Exercise: Copy the data word for word, keeping every line.

---

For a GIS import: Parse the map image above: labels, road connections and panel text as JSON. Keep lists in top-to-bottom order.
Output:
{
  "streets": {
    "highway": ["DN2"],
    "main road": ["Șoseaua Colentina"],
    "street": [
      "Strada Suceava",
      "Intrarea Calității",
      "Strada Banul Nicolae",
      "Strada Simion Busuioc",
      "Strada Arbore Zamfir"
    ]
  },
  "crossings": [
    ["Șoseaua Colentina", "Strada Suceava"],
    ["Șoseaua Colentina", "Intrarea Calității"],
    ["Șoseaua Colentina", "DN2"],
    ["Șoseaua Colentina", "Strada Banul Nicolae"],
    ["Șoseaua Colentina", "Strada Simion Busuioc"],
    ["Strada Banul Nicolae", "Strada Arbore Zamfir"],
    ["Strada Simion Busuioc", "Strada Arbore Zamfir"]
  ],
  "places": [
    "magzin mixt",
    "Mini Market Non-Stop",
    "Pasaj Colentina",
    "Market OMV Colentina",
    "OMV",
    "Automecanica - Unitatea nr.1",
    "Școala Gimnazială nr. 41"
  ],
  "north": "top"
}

---

Written response:
For a GIS import: Parse the map image above: labels, road connections and panel text as JSON. Keep lists in top-to-bottom order.
Output:
{
  "streets": {
    "highway": ["DN2"],
    "main road": ["Șoseaua Colentina"],
    "street": [
      "Strada Suceava",
      "Intrarea Calității",
      "Strada Banul Nicolae",
      "Strada Simion Busuioc",
      "Strada Arbore Zamfir"
    ]
  },
  "crossings": [
    ["Șoseaua Colentina", "Strada Suceava"],
    ["Șoseaua Colentina", "Intrarea Calității"],
    ["Șoseaua Colentina", "DN2"],
    ["Șoseaua Colentina", "Strada Banul Nicolae"],
    ["Șoseaua Colentina", "Strada Simion Busuioc"],
    ["Strada Banul Nicolae", "Strada Arbore Zamfir"],
    ["Strada Simion Busuioc", "Strada Arbore Zamfir"]
  ],
  "places": [
    "magzin mixt",
    "Mini Market Non-Stop",
    "Pasaj Colentina",
    "Market OMV Colentina",
    "OMV",
    "Automecanica - Unitatea nr.1",
    "Școala Gimnazială nr. 41"
  ],
  "north": "top"
}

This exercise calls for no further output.